The outer loop iterates over all even lengths from 2 through 10. Those are the only possible lengths for super lucky numbers in this problem.
Each bitmask represents one assignment of digits. A set bit means digit 4, while an unset bit means digit 7. The check:
bin(mask).count("1") != half
filters out masks that do not contain exactly half 4s.
The number is built as a string first because digit concatenation is simpler and less error-prone that way.
Sorting is essential because masks do not naturally generate numbers in numeric order.
One subtle detail is the comparison:
if x >= n:
The equality matters. If n is already super lucky, we must return it immediately.
Another subtle point is that the answer may have more digits than n. For example:
999999999 -> 4444477777
Generating all lengths up to 10 guarantees this case is handled correctly.
Worked Examples
Example 1
Input:
4500
Generated 4-digit super lucky numbers:
| Candidate | >= 4500? |
|---|---|
| 4477 | No |
| 4747 | Yes |
| 4774 | Yes |
| 7447 | Yes |
| 7474 | Yes |
| 7744 | Yes |
The first valid candidate is 4747.
Output:
4747
This trace shows why sorting matters. The first candidate satisfying the condition is automatically the minimum valid answer.
Example 2
Input:
4477
Relevant candidates:
| Candidate | >= 4477? |
|---|---|
| 4477 | Yes |
| 4747 | Yes |
| 4774 | Yes |
The algorithm stops immediately at 4477.
Output:
4477
This confirms the importance of using >= rather than >.
Complexity Analysis
| Measure | Complexity | Explanation |
|---|---|---|
| Time | O(350 log 350) | At most 350 valid candidates are generated and sorted |
| Space | O(350) | The list of all super lucky numbers is stored |
The actual running time is tiny. Even generating every mask for lengths up to 10 only involves a few thousand iterations. This easily fits within the 2-second limit and uses negligible memory.
Test Cases
# helper: run solution on input string, return output string
import sys
import io
def solve():
input = sys.stdin.readline
n = int(input())
lucky = []
for length in range(2, 11, 2):
half = length // 2
for mask in range(1 << length):
if bin(mask).count("1") != half:
continue
s = []
for i in range(length):
if (mask >> i) & 1:
s.append('4')
else:
s.append('7')
lucky.append(int("".join(s)))
lucky.sort()
for x in lucky:
if x >= n:
print(x)
return
def run(inp: str) -> str:
sys.stdin = io.StringIO(inp)
out = io.StringIO()
sys.stdout = out
solve()
sys.stdout = sys.__stdout__
return out.getvalue()
# provided sample
assert run("4500\n") == "4747\n", "sample 1"
# minimum input
assert run("1\n") == "47\n", "minimum case"
# already super lucky
assert run("4477\n") == "4477\n", "already valid"

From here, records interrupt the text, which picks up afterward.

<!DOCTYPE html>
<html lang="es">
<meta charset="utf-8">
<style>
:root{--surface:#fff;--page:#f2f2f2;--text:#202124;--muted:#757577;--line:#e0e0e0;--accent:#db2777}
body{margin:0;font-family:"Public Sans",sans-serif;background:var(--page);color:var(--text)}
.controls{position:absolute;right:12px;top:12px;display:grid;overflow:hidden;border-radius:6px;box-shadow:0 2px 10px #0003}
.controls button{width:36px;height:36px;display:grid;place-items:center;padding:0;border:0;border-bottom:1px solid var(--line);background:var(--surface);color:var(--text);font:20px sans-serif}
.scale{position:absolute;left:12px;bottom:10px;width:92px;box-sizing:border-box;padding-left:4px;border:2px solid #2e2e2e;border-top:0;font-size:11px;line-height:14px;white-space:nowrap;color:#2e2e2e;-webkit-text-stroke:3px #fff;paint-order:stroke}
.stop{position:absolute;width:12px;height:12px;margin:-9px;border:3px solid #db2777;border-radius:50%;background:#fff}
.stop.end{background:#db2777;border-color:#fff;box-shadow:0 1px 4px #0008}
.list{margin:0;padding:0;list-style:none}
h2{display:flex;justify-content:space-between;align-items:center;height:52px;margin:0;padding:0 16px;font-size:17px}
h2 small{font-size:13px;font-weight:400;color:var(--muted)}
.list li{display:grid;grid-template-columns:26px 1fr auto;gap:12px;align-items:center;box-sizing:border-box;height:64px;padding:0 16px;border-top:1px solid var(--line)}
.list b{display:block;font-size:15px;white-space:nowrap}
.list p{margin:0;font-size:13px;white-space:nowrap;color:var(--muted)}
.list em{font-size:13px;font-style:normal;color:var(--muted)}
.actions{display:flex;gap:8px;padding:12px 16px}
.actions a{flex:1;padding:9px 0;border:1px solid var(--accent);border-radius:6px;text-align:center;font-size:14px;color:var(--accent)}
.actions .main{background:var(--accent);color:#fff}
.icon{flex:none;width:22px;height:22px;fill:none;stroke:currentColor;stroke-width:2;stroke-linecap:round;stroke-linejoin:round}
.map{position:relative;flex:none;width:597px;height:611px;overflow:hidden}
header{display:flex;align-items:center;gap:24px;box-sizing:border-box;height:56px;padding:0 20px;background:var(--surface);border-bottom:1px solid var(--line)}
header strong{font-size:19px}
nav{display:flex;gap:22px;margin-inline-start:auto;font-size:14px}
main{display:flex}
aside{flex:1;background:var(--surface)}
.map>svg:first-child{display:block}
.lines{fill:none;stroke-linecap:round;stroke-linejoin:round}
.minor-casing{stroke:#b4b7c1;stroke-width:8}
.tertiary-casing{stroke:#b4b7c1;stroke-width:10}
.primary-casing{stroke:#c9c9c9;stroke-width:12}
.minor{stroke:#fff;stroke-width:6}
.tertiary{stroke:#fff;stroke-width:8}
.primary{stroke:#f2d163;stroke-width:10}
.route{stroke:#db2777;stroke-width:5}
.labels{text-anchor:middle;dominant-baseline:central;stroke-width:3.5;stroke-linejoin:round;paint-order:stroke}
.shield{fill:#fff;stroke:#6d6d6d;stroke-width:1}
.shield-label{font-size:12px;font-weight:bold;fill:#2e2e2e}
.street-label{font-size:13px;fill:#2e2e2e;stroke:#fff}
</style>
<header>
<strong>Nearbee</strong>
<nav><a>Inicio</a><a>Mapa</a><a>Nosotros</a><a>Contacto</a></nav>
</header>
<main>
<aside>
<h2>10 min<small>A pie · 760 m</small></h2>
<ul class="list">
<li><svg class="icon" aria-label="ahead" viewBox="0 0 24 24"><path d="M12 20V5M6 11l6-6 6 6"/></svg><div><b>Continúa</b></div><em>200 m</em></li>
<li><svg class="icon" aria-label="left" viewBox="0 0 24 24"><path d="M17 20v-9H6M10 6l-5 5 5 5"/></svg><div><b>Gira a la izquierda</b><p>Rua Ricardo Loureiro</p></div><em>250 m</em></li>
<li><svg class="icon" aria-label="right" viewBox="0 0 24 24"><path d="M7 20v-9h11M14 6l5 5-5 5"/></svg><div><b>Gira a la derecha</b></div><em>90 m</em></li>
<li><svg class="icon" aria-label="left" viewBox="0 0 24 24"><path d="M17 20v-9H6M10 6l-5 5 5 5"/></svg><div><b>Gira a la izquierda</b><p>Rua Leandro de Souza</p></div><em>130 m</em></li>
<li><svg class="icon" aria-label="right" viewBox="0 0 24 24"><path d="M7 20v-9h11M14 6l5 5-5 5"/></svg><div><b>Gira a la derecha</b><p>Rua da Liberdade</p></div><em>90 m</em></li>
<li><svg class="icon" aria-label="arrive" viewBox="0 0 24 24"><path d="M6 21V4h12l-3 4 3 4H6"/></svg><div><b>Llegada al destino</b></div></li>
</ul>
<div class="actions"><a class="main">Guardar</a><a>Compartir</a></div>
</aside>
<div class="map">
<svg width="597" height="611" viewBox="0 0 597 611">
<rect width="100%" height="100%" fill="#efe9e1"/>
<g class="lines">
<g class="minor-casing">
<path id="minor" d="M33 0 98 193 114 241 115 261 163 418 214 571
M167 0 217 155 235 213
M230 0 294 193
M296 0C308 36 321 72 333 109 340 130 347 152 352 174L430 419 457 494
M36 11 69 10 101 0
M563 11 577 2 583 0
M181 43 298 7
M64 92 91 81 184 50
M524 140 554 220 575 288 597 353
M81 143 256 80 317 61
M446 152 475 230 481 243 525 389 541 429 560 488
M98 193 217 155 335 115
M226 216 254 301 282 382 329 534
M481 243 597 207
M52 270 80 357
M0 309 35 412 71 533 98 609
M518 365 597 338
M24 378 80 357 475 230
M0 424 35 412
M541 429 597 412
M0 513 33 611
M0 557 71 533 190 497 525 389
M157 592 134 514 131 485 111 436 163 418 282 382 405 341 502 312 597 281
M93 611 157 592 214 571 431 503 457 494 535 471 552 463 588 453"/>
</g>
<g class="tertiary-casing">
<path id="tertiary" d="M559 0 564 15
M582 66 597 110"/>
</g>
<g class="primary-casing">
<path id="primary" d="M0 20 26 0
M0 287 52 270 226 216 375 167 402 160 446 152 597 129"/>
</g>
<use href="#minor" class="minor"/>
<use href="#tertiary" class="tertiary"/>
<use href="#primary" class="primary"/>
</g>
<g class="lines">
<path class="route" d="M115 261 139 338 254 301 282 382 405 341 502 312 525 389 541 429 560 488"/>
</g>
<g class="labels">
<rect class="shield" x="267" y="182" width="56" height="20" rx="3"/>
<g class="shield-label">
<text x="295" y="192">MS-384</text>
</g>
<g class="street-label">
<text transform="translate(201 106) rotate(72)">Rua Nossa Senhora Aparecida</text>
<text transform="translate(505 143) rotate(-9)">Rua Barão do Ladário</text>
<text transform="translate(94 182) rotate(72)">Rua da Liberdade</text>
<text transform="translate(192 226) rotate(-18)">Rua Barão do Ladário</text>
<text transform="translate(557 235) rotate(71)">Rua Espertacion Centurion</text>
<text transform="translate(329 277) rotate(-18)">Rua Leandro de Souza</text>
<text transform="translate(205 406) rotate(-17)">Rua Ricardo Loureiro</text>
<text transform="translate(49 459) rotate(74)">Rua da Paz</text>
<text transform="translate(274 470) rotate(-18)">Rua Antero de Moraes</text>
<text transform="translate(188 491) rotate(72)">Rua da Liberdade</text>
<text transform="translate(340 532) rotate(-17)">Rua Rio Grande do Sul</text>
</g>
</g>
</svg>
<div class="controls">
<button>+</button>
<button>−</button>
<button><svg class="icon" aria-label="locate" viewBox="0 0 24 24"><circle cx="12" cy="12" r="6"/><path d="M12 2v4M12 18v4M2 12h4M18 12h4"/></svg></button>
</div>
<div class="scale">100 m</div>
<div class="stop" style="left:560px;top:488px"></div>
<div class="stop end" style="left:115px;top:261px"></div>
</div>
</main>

# boundary before next candidate
assert run("4748\n") == "4774\n", "next larger candidate"
# maximum-style edge
assert run("999999999\n") == "4444477777\n", "needs longer length"

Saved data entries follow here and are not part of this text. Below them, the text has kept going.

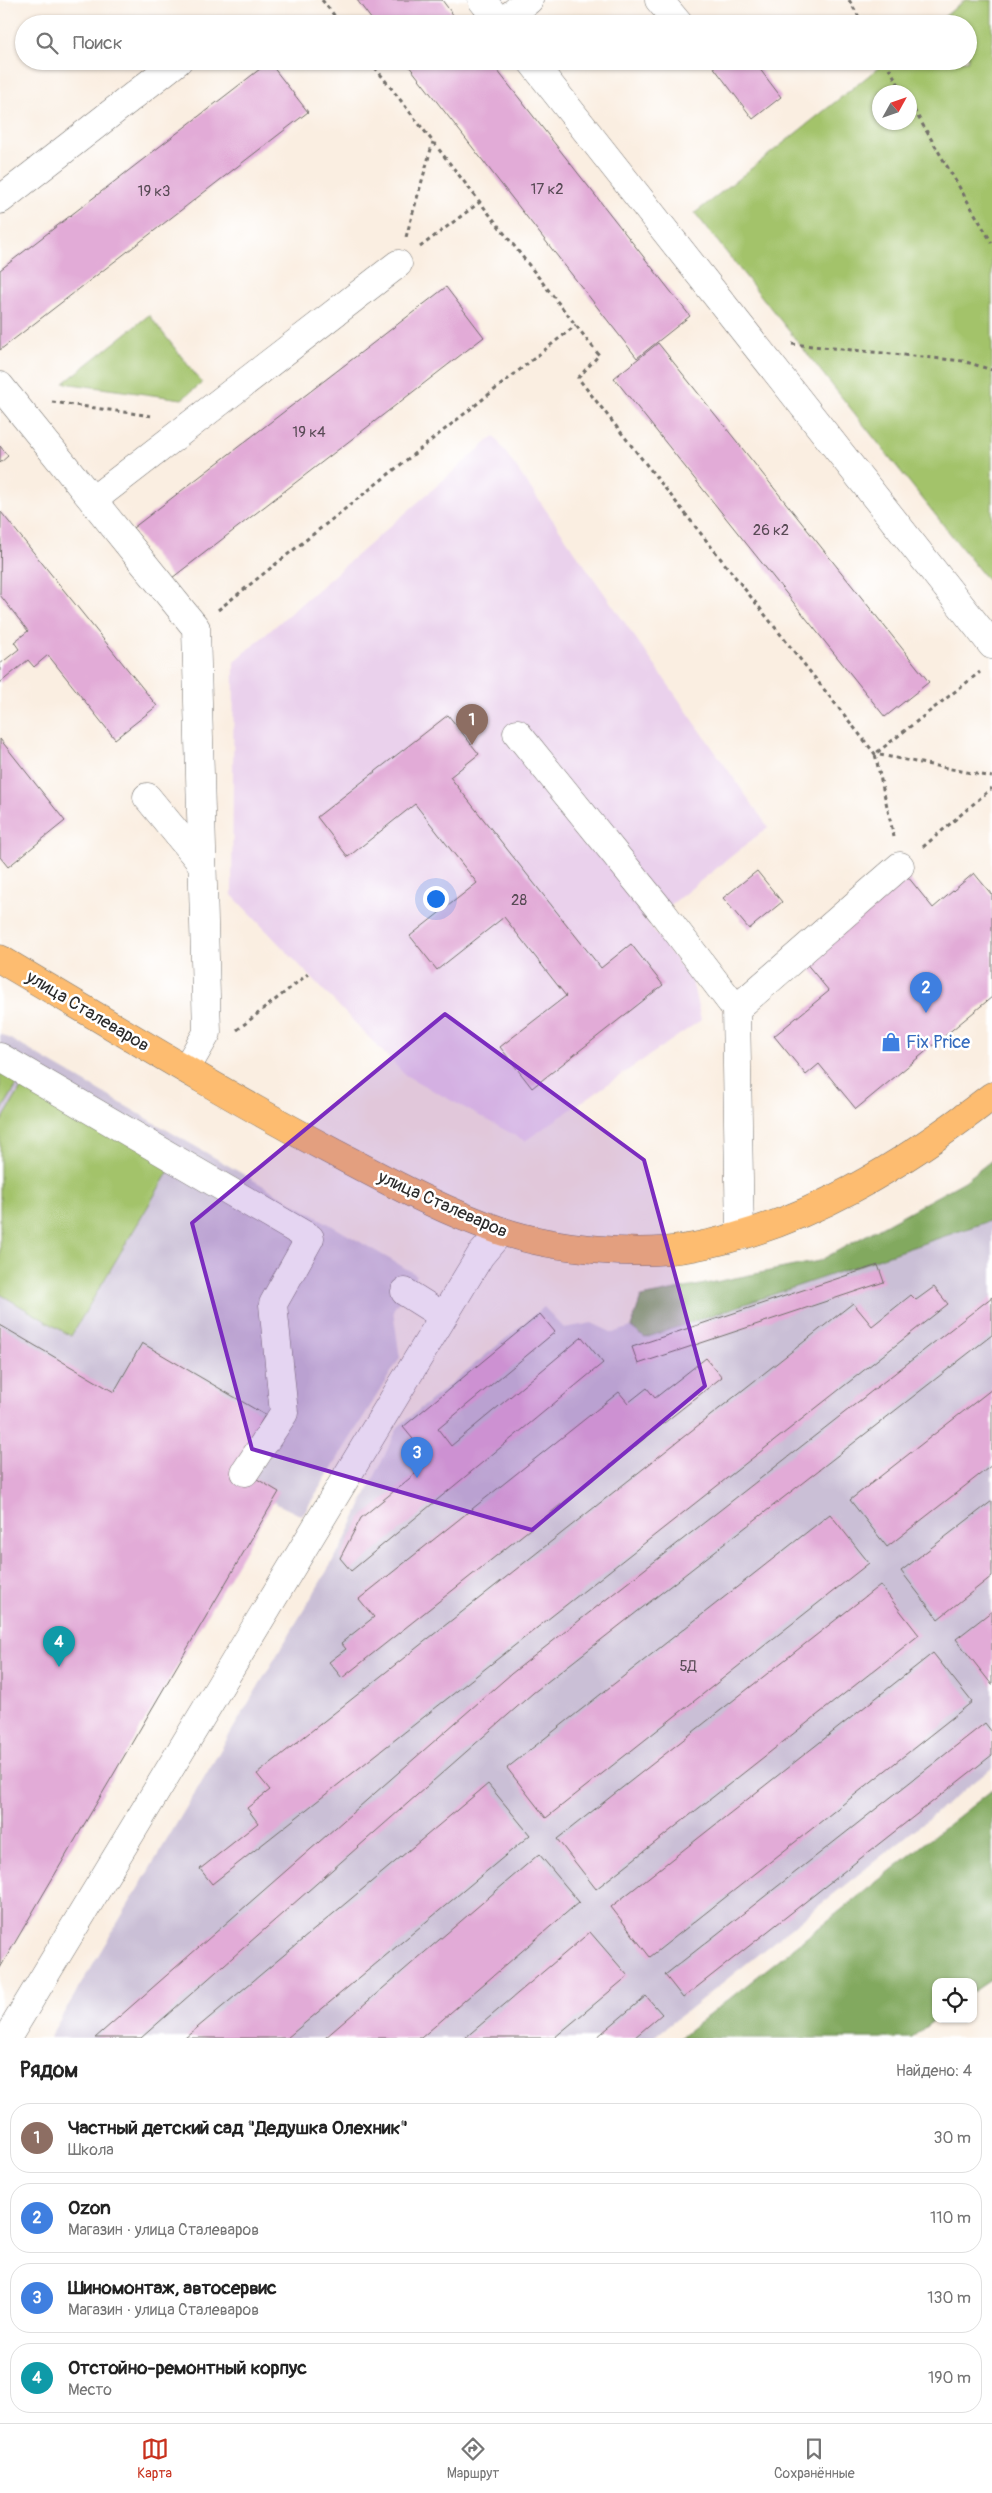 <!DOCTYPE html>
<html lang="ru">
<head>
<meta charset="utf-8">
<style>
  body { margin:0; font-family:Pangolin,sans-serif; background:#f2f2f2; color:#222 }
  .controls { position:absolute; right:15px; bottom:15px; display:grid; overflow:hidden; border-radius:10px; box-shadow:0 1px 4px #0004 }
  .controls button { width:45px; height:45px; display:grid; place-items:center; padding:0; border:0; border-bottom:1px solid #e0e0e0; background:#fff; color:#222; font:25px sans-serif }
  .compass { position:absolute; left:872px; top:85px; width:45px; height:45px; border-radius:50%; background:#fff; box-shadow:0 1px 4px #0004; rotate:50deg }
  .you { position:absolute; left:435px; top:898px; width:18px; height:18px; margin:-12px; border:4px solid #fff; border-radius:50%; background:#1a73e8; box-shadow:0 0 0 8px #1a73e833 }
  .badge { display:grid; place-items:center; width:32px; height:32px; border-radius:50%; background:#c8321e; color:#fff; font-size:16px; font-weight:700 }
  .pin { position:absolute; translate:-50% -41px; filter:drop-shadow(0 1px 2px #0008) }
  .pin::after { content:''; position:absolute; top:26px; width:18px; height:15px; background:inherit; clip-path:polygon(0 0,100% 0,50% 100%) }
  .list { margin:0; padding:0; list-style:none }
  h2 { display:flex; justify-content:space-between; align-items:center; height:65px; margin:0; padding:0 20px; font-size:21px }
  h2 small { font-size:16px; font-weight:400; color:#767676 }
  .list li { display:grid; grid-template-columns:32px 1fr auto; gap:15px; align-items:center; box-sizing:border-box; height:70px; margin:0 10px 10px; padding:0 10px; border:1px solid #e0e0e0; border-radius:20px }
  .list b { display:block; font-size:19px; white-space:nowrap }
  .list p { margin:0; font-size:16px; white-space:nowrap; color:#767676 }
  .list em { font-size:16px; font-style:normal; color:#767676 }
  .icon { flex:none; width:28px; height:28px; fill:none; stroke:currentColor; stroke-width:2; stroke-linecap:round; stroke-linejoin:round }
  .map { position:relative; flex:none; width:992px; height:2038px; overflow:hidden }
  .search { position:absolute; background:#fff; box-shadow:0 1px 4px #0004; left:15px; right:15px; top:15px; height:55px; display:flex; align-items:center; gap:12px; box-sizing:border-box; padding:0 18px; border-radius:28px; color:#767676; font-size:19px }
  .sheet { height:385px; background:#fff }
  nav { display:flex; justify-content:space-around; align-items:center; box-sizing:border-box; height:70px; border-top:1px solid #e0e0e0; background:#fff; font-size:14px; color:#767676 }
  nav a { display:grid; justify-items:center; gap:2px }
  nav .on { color:#c8321e }
  .map>svg:first-child { display:block }
  .built { fill:#ead1ec }
  .industrial { fill:#cabfd6 }
  .green { fill:#a3c36b; stroke:#67774b; fill-rule:evenodd }
  .forest { fill:#82a95f; stroke:#566a45 }
  .building { fill:#e2abd7 }
  .lines { fill:none; stroke-linecap:round; stroke-linejoin:round }
  .minor-casing { stroke:#736f6b; stroke-width:29 }
  .major-casing { stroke:#736f6b; stroke-width:29 }
  .path { stroke:#736f6b; stroke-width:3; stroke-dasharray:4 4; stroke-linecap:butt }
  .minor { stroke:#fff; stroke-width:28 }
  .major { stroke:#fdbc6f; stroke-width:28 }
  .marked { fill:#7b2cbf; fill-opacity:0.2; stroke:#7b2cbf; stroke-width:4; stroke-linejoin:round }
  .labels { text-anchor:middle; stroke-width:5; stroke-linejoin:round; paint-order:stroke }
  .number-label { font-size:15px; fill:#594b56 }
  .street-label { font-size:18px; fill:#2b2b2b; stroke:#fff }
  .shop-label { font-size:18px; fill:#366cbe; stroke:#fff; text-anchor:start }
</style>
</head>
<body>
<div class="map">
<svg width="992" height="2038" viewBox="0 0 992 2038">
  <rect width="100%" height="100%" fill="#fff"/>
  <filter id="ink" filterUnits="userSpaceOnUse"><feTurbulence type="fractalNoise" baseFrequency=".02" numOctaves="2"/><feDisplacementMap in="SourceGraphic" scale="10" xChannelSelector="R" yChannelSelector="G"/><feConvolveMatrix kernelMatrix="1 2 1 2 8 2 1 2 1" color-interpolation-filters="sRGB"/></filter>
  <filter id="wash" filterUnits="userSpaceOnUse"><feTurbulence type="fractalNoise" baseFrequency=".0096" numOctaves="4" result="noise"/><feDisplacementMap in="SourceGraphic" scale="20" xChannelSelector="R" yChannelSelector="G"/><feGaussianBlur stdDeviation="1.12" result="paint"/><feColorMatrix in="noise" values="0 0 0 0 0 0 0 0 0 0 0 0 0 0 0 0 0 1.4 0 .05"/><feComposite in="paint" operator="in"/></filter>
  <g filter="url(#wash)">
    <rect width="100%" height="100%" fill="#faeee1"/>
    <polygon class="built" points="494,436 768,827 648,923 692,981 701,1020 525,1141 405,1075 232,895 234,662"/>
    <g class="industrial">
      <polygon points="0,1033 417,1275 393,1310 400,1358 302,1516 273,1502 0,1968"/>
      <polygon points="992,1220 992,1768 653,2038 49,2038 343,1544 398,1427 544,1307 564,1328 592,1323 613,1333 631,1327 646,1338"/>
    </g>
    <g class="green">
      <path d="M965 0H992V586L695 213 887 61H968V24H935ZM910 92V122H880V92Z"/>
      <polygon points="149,315 202,383 182,399 64,383"/>
      <polygon points="0,1062 23,1075 0,1113"/>
      <polygon points="27,1078 173,1164 71,1336 0,1294 0,1124"/>
    </g>
    <g class="forest">
      <polygon points="992,1160 992,1220 645,1338 631,1327 641,1297 819,1261 965,1181"/>
      <polygon points="992,1790 992,1979 973,1992 973,1982 936,1982 936,2019 911,2038 680,2038"/>
    </g>
    <g id="blocks">
      <g class="building">
        <polygon points="357,0 442,0 460,24 375,24"/>
        <polygon points="405,61 490,61 690,316 637,358"/>
        <polygon points="709,61 759,61 756,64 781,97 753,119"/>
        <polygon points="269,62 308,112 0,350 0,270"/>
        <polygon points="446,287 484,337 172,578 133,528"/>
        <polygon points="658,343 929,682 885,717 614,378"/>
        <polygon points="0,446 8,456 0,463"/>
        <polygon points="1,512 157,706 115,739 48,655 34,667 28,660 0,683 0,664 19,649 14,642 28,631 0,595"/>
        <polygon points="448,715 479,754 450,777 601,968 631,944 663,985 532,1088 500,1047 566,996 504,917 437,970 410,936 477,883 415,804 348,857 317,817"/>
        <polygon points="0,739 65,821 8,867 0,857"/>
        <polygon points="757,871 782,902 749,929 723,898"/>
        <polygon points="974,873 992,895 992,997 856,1109 819,1064 806,1075 774,1036 829,991 805,962 908,877 933,908"/>
        <polygon points="878,1265 884,1282 638,1364 632,1347"/>
        <polygon points="934,1287 948,1304 212,1884 200,1869 258,1823 247,1808 270,1790 257,1774 853,1303 872,1326 911,1295 916,1300"/>
        <polygon points="992,1297 992,1335 533,1693 141,2038 95,2038 511,1674"/>
        <polygon points="540,1314 555,1332 438,1429 451,1446 582,1337 603,1363 351,1571 340,1558 361,1518 431,1461 403,1427"/>
        <polygon points="0,1325 114,1392 142,1343 265,1415 235,1466 279,1492 0,1968"/>
        <polygon points="706,1358 722,1377 342,1678 329,1662 346,1649 341,1643 374,1617 359,1599 619,1392 628,1403 647,1388 655,1398"/>
        <polygon points="992,1389 992,1465 887,1547 850,1500"/>
        <polygon points="992,1501 992,1576 938,1619 901,1571"/>
        <polygon points="830,1514 869,1563 546,1818 507,1768"/>
        <polygon points="880,1585 919,1635 596,1889 557,1839"/>
        <polygon points="992,1611 992,1685 956,1639"/>
        <polygon points="933,1653 972,1702 650,1957 611,1907"/>
        <polygon points="985,1723 992,1732 992,1755 683,1998 665,1975"/>
        <polygon points="488,1784 530,1835 287,2038 185,2038"/>
        <polygon points="539,1854 579,1902 421,2038 325,2038"/>
        <polygon points="590,1932 628,1976 554,2038 465,2038"/>
        <polygon points="646,1996 662,2014 634,2038 596,2038"/>
      </g>
    </g>
  </g>
  <g filter="url(#ink)">
    <use href="#blocks" fill-opacity="0" stroke="#736f6b" stroke-width="1"/>
    <g class="lines">
      <defs>
        <g id="minor">
          <polyline points="482,0 501,24"/>
          <polyline points="659,0 679,24"/>
          <polyline points="501,23 529,0"/>
          <polyline points="531,61 992,645"/>
          <polyline points="0,200 178,61"/>
          <polyline points="0,386 196,628 207,1033 186,1069"/>
          <polyline points="93,500 398,264"/>
          <polyline points="517,733 662,912 736,1009 740,1236"/>
          <polyline points="147,797 202,864"/>
          <polyline points="736,1009 900,866"/>
          <polyline points="0,1057 310,1238 273,1304 284,1413 245,1472"/>
          <polyline points="405,1292 443,1316"/>
          <polyline points="7,2038 480,1256 501,1231"/>
        </g>
        <path id="major" d="M0 959C110 1024 218 1091 331 1151 386 1180 442 1211 501 1231 554 1249 639 1257 693 1247 806 1226 903 1165 992 1096"/>
      </defs>
      <use href="#minor" class="minor-casing"/>
      <use href="#major" class="major-casing"/>
      <g class="path">
        <polyline points="322,0 341,24"/>
        <polyline points="849,0 863,24"/>
        <polyline points="370,61 599,355 578,378 875,754 992,777"/>
        <polyline points="885,61 903,92"/>
        <polyline points="910,103 992,243"/>
        <polyline points="406,237 433,142"/>
        <polyline points="420,247 480,202"/>
        <polyline points="792,344 963,361 992,370"/>
        <polyline points="52,402 152,416"/>
        <polyline points="218,610 576,325"/>
        <polyline points="894,837 875,754 980,672"/>
        <polyline points="923,847 992,788"/>
        <polyline points="237,1030 308,974"/>
      </g>
      <use href="#minor" class="minor"/>
      <use href="#major" class="major"/>
    </g>
  </g>
  <path class="marked" d="M445 1014 644 1160 705 1386 532 1530 252 1449 192 1223Z"/>
  <defs>
    <symbol id="shop-bare" viewBox="-9 -9 18 18"><path d="M-5-2.5h2.3a2.7 3.5 0 0 1 5.4 0H5L5.5 6h-11ZM-1.5-2.5h3a1.5 2.3 0 0 0-3 0Z" fill="#3f7fe0" stroke="#fff" stroke-width="2.5" paint-order="stroke"/></symbol>
  </defs>
  <g fill-rule="evenodd">
    <use href="#shop-bare" x="877" y="1028" width="28" height="28"/>
  </g>
  <g class="labels">
    <g class="number-label">
      <text x="547" y="194">17 к2</text>
      <text x="154" y="196">19 к3</text>
      <text x="309" y="437">19 к4</text>
      <text x="771" y="535">26 к2</text>
      <text x="519" y="905">28</text>
      <text x="688" y="1671">5Д</text>
    </g>
    <g class="street-label">
      <text transform="translate(88 1011) rotate(31)" y="6">улица Сталеваров</text>
      <text transform="translate(443 1204) rotate(24)" y="6">улица Сталеваров</text>
    </g>
    <g class="shop-label">
      <text x="906" y="1048">Fix Price</text>
    </g>
  </g>
</svg>
<div class="controls">
<button><svg class="icon" aria-label="locate" viewBox="0 0 24 24"><circle cx="12" cy="12" r="6"/><path d="M12 2v4M12 18v4M2 12h4M18 12h4"/></svg></button>
</div>
<svg class="compass" viewBox="-18 -18 36 36"><path d="M0-13l5 13h-10z" fill="#e53935"/><path d="M0 13l5-13h-10z" fill="#767676"/></svg>
<div class="you"></div>
<div class="pin badge" style="left:472px;top:745px;background:#8d6e63">1</div>
<div class="pin badge" style="left:926px;top:1013px;background:#3f7fe0">2</div>
<div class="pin badge" style="left:417px;top:1478px;background:#3f7fe0">3</div>
<div class="pin badge" style="left:59px;top:1667px;background:#0f9aa8">4</div>
<div class="search"><svg class="icon" aria-label="search" viewBox="0 0 24 24"><circle cx="10" cy="10" r="6"/><path d="M15 15l6 6"/></svg>Поиск</div>
</div>
<section class="sheet">
<h2>Рядом<small>Найдено: 4</small></h2>
<ul class="list">
<li><span class="badge" style="background:#8d6e63">1</span><div><b>Частный детский сад &quot;Дедушка Олехник&quot;</b><p>Школа</p></div><em>30 m</em></li>
<li><span class="badge" style="background:#3f7fe0">2</span><div><b>Ozon</b><p>Магазин · улица Сталеваров</p></div><em>110 m</em></li>
<li><span class="badge" style="background:#3f7fe0">3</span><div><b>Шиномонтаж, автосервис</b><p>Магазин · улица Сталеваров</p></div><em>130 m</em></li>
<li><span class="badge" style="background:#0f9aa8">4</span><div><b>Отстойно-ремонтный корпус</b><p>Место</p></div><em>190 m</em></li>
</ul>
</section>
<nav>
<a class="on"><svg class="icon" aria-label="map" viewBox="0 0 24 24"><path d="M3 6l6-2 6 2 6-2v14l-6 2-6-2-6 2zM9 4v14M15 6v14"/></svg>Карта</a>
<a><svg class="icon" aria-label="directions" viewBox="0 0 24 24"><path d="M12 3l9 9-9 9-9-9zM9 14v-3h6M13 9l2 2-2 2"/></svg>Маршрут</a>
<a><svg class="icon" aria-label="saved" viewBox="0 0 24 24"><path d="M7 4h10v16l-5-4-5 4z"/></svg>Сохранённые</a>
</nav>
</body>
</html>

# exact smallest super lucky
assert run("47\n") == "47\n", "smallest valid number"
| Test input | Expected output | What it validates |
|---|---|---|
1 |
47 |
No 1-digit super lucky numbers exist |
4477 |
4477 |
Equality case |
4748 |
4774 |
Correct next candidate selection |
999999999 |
4444477777 |
Answer may need more digits |
47 |
47 |
Smallest valid super lucky number |
Edge Cases
Consider the input:
1
The algorithm generates all 2-digit super lucky numbers first:
47 and 74.
After sorting, 47 is the first value satisfying x >= 1, so the answer is:
47
This case confirms that the algorithm correctly handles situations where the answer has more digits than the input.
Now consider:
999999999
No 8-digit or 9-digit super lucky number can satisfy the condition because:
- Super lucky numbers require even length.
- All 8-digit candidates are smaller than
999999999.
The algorithm continues generating 10-digit candidates. The smallest one is:
4444477777
Since it is the first valid candidate greater than or equal to the input, it becomes the answer.
Finally, consider:
4477
The generated candidates include 4477 exactly. During the scan:
| Candidate | Condition |
|---|---|
| 4477 | 4477 >= 4477 is true |
The algorithm prints 4477 immediately. This confirms the comparison is inclusive, exactly matching the problem requirement.